--- GIVEN DATA ---
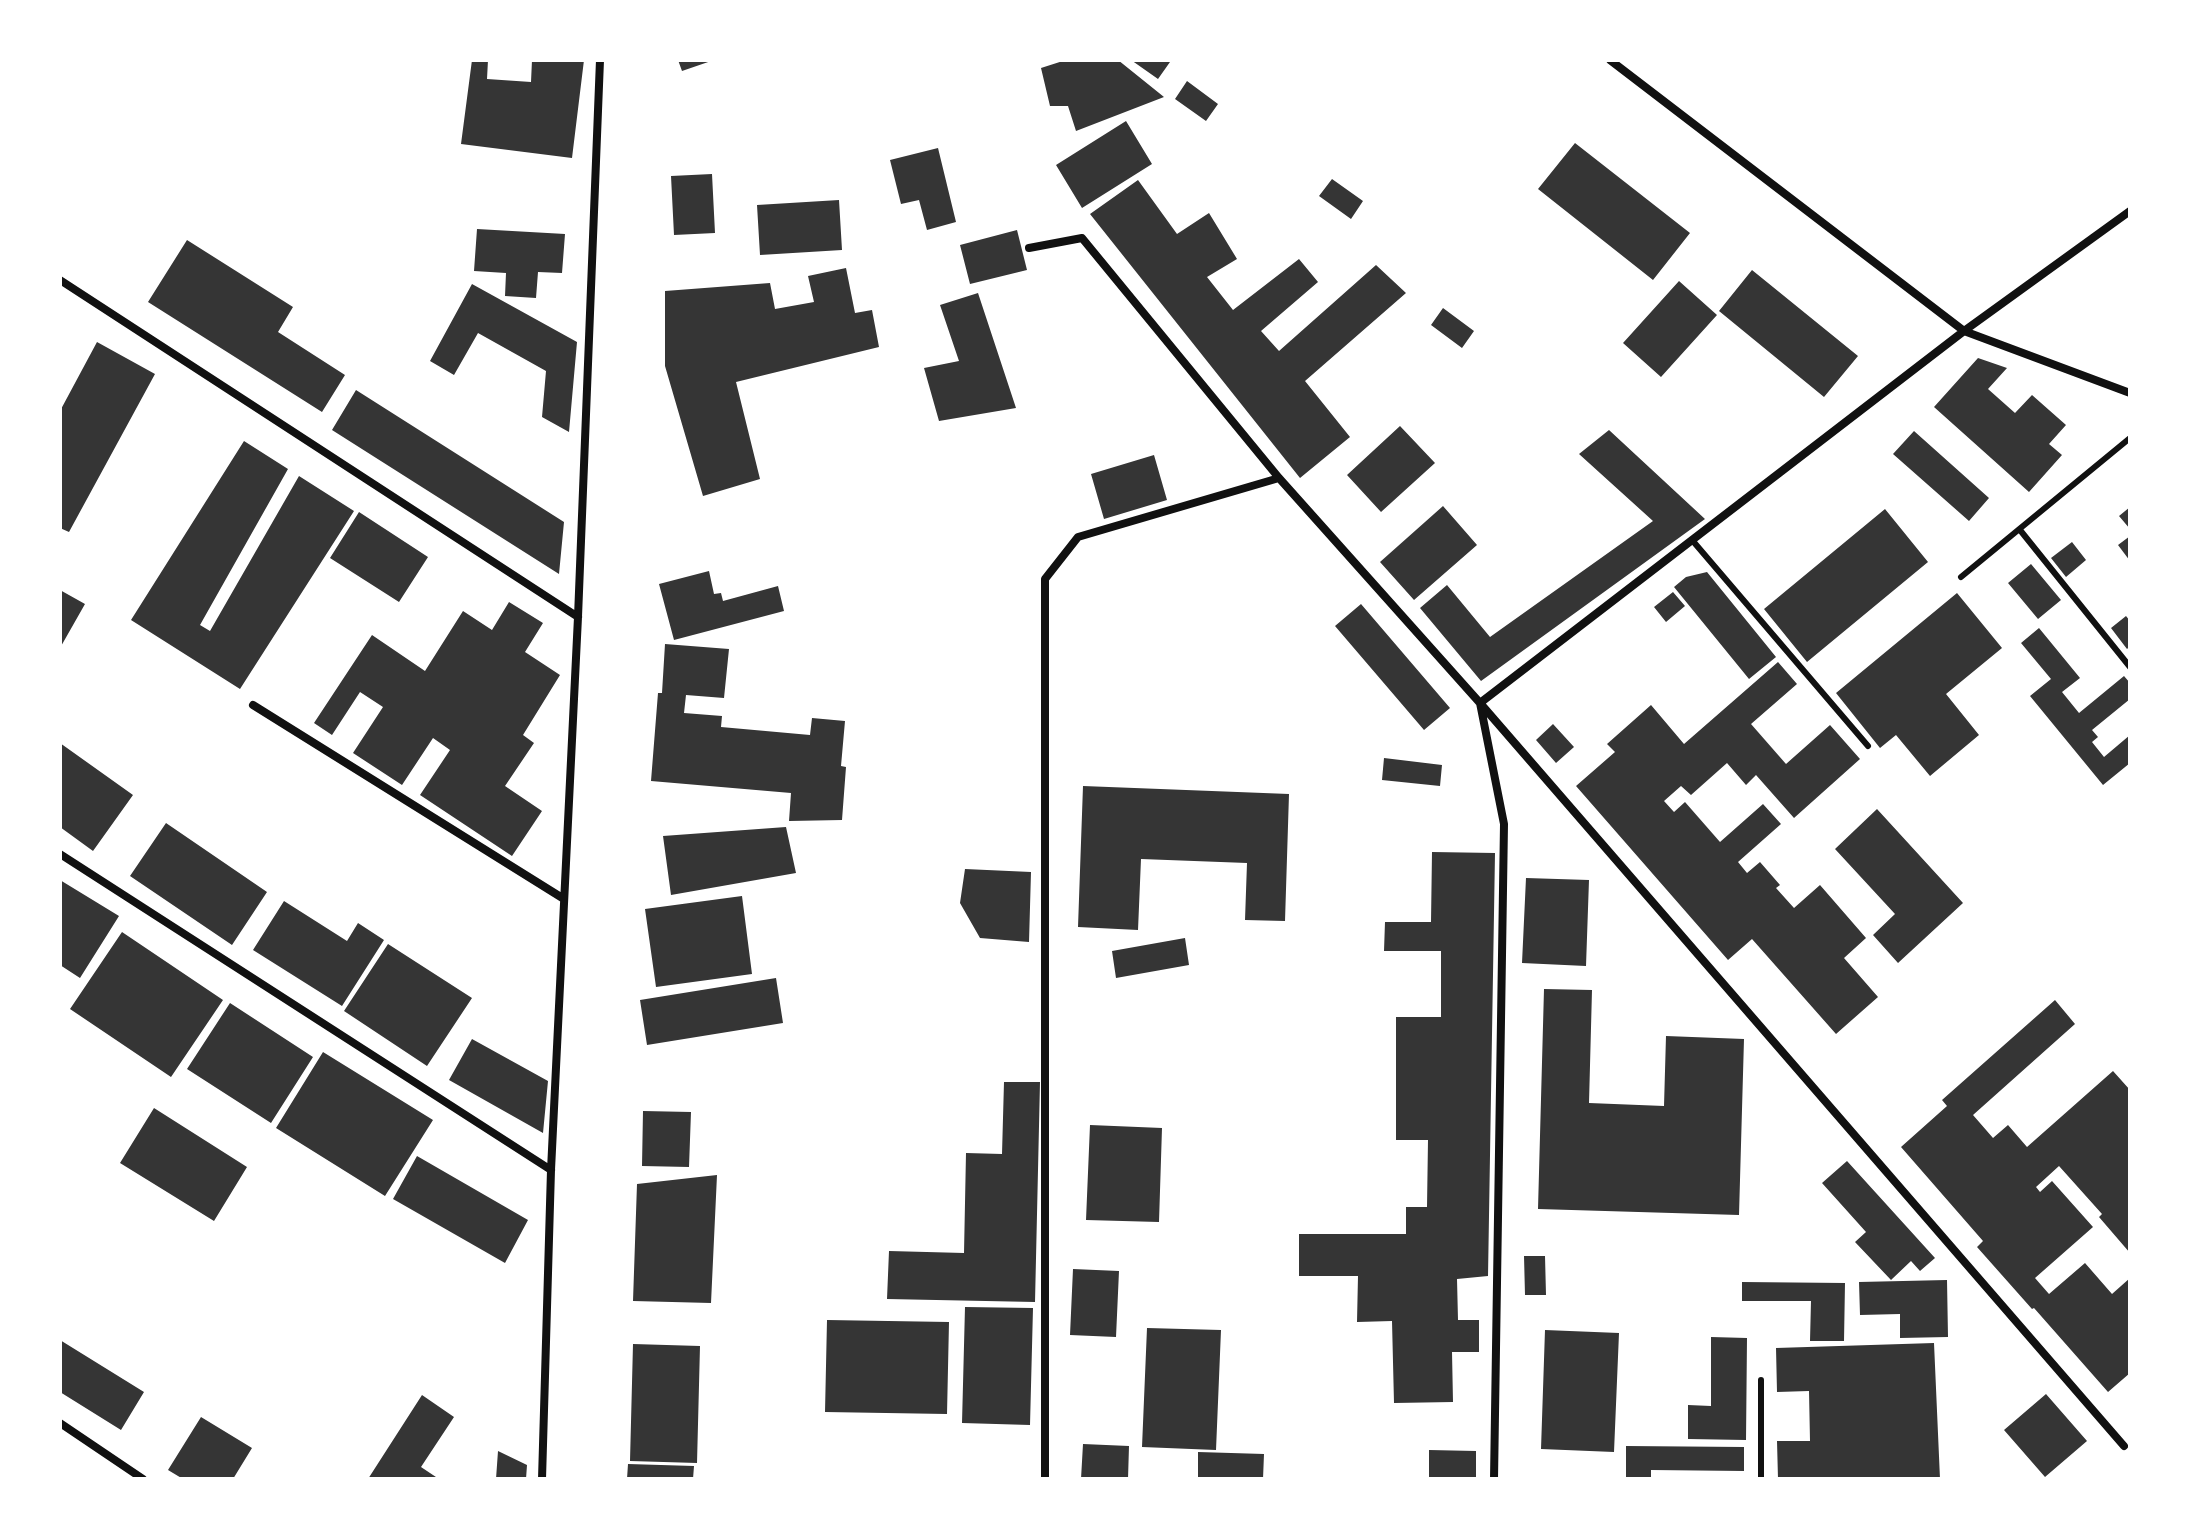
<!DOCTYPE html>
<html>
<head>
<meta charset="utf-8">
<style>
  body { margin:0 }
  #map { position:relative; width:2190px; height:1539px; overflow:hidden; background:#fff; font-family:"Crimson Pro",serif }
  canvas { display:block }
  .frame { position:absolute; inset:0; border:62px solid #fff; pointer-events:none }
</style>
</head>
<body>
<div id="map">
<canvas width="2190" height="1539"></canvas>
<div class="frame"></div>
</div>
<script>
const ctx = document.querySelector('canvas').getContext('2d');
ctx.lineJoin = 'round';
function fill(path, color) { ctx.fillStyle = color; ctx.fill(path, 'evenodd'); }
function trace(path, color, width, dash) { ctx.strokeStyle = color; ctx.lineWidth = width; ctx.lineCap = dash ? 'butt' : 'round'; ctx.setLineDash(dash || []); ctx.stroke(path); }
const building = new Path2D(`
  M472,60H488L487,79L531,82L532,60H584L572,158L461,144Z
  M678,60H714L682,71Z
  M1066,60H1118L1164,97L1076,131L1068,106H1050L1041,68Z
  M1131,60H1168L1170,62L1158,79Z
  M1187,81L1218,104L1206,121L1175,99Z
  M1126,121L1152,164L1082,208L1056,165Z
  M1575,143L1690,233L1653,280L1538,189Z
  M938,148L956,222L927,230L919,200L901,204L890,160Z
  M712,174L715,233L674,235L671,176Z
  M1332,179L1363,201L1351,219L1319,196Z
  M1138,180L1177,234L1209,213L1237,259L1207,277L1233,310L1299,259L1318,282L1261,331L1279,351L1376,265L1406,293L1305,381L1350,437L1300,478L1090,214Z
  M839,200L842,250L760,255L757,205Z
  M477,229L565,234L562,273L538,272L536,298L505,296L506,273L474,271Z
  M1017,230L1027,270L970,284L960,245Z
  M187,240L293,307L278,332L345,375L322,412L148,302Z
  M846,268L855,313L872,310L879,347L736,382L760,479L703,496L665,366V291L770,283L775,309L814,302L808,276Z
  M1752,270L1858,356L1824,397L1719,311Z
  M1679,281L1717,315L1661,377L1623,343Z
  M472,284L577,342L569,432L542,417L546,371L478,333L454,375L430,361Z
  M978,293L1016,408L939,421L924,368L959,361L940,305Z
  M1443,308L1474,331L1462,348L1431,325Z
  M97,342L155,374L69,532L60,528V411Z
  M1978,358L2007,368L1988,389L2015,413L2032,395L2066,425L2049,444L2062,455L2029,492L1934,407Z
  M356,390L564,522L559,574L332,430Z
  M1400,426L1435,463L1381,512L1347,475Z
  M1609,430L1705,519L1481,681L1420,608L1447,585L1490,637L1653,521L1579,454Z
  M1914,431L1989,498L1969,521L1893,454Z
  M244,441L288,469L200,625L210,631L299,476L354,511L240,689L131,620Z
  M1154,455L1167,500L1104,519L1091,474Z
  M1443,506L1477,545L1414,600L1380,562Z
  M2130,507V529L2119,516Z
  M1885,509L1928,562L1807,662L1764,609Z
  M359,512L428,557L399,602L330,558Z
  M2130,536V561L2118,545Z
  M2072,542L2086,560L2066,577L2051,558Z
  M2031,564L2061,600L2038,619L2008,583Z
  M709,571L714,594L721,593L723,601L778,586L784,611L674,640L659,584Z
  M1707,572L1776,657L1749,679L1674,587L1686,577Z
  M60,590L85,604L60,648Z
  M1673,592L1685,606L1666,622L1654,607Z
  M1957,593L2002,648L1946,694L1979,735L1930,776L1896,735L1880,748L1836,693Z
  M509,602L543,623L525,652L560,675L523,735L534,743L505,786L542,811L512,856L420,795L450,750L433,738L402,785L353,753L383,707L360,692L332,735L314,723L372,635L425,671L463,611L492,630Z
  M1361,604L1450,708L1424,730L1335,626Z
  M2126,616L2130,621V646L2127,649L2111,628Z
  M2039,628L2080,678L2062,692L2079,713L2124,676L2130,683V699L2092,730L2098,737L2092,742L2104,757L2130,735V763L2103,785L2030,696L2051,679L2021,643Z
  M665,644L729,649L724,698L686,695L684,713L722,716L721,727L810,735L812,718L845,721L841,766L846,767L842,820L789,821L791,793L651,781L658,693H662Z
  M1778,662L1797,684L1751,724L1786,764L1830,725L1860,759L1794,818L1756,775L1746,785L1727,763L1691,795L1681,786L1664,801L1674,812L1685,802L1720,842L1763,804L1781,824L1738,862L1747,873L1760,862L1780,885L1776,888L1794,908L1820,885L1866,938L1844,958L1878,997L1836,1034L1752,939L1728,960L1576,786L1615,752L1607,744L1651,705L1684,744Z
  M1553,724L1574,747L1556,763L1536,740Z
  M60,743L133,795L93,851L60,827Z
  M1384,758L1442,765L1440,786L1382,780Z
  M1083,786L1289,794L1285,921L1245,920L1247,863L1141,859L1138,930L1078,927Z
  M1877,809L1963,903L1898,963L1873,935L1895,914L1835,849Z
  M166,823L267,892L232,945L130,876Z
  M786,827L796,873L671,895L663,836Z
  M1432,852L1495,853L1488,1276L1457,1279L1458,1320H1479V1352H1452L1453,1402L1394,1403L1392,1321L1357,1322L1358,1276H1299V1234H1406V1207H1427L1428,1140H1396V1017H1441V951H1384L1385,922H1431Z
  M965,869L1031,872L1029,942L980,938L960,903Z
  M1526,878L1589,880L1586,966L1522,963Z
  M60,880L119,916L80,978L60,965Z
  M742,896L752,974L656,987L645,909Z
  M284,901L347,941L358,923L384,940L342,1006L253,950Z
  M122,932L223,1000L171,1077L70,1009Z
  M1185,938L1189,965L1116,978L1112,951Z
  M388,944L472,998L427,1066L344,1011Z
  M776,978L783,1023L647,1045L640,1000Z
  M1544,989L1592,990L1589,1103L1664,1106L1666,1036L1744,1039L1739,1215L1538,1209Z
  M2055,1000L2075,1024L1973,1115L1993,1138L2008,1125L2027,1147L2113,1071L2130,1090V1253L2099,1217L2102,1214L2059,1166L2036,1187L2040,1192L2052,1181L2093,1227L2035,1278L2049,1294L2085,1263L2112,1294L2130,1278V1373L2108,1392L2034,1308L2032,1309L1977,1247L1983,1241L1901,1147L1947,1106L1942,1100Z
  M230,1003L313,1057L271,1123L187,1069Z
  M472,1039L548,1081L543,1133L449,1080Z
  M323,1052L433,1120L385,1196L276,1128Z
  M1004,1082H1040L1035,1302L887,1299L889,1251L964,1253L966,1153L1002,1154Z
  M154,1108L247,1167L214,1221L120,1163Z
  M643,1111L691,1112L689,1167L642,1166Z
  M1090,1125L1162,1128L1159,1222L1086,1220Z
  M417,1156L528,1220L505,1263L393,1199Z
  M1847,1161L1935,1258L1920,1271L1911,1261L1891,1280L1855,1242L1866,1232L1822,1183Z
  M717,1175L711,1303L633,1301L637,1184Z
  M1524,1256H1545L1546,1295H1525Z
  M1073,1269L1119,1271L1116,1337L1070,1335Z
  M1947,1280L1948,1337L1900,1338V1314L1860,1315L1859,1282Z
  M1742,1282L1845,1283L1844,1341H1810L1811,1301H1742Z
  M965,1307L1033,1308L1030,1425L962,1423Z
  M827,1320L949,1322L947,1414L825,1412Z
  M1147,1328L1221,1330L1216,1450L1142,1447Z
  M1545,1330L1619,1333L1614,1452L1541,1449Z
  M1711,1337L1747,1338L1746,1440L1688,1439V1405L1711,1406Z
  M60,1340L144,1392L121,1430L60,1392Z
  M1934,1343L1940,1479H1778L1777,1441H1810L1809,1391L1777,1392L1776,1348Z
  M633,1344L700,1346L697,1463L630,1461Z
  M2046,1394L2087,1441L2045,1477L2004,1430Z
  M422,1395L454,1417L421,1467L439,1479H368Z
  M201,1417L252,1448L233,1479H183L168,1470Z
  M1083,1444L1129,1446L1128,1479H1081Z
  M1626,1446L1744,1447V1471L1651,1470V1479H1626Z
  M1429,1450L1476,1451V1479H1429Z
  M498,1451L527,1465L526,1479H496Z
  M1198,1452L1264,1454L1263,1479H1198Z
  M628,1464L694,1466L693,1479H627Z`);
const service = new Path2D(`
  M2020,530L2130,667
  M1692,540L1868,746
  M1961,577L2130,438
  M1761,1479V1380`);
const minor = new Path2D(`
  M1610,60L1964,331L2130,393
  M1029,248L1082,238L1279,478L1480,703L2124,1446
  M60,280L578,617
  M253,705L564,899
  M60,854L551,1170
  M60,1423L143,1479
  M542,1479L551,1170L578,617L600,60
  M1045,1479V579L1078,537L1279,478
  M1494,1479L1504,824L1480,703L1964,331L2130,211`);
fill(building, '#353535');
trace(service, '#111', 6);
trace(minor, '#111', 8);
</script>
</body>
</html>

--- ABOUT THIS EXERCISE ---
In the records above, how many lines include "building"? Give that number and nothing more.

--- EXERCISE SOLUTION ---
2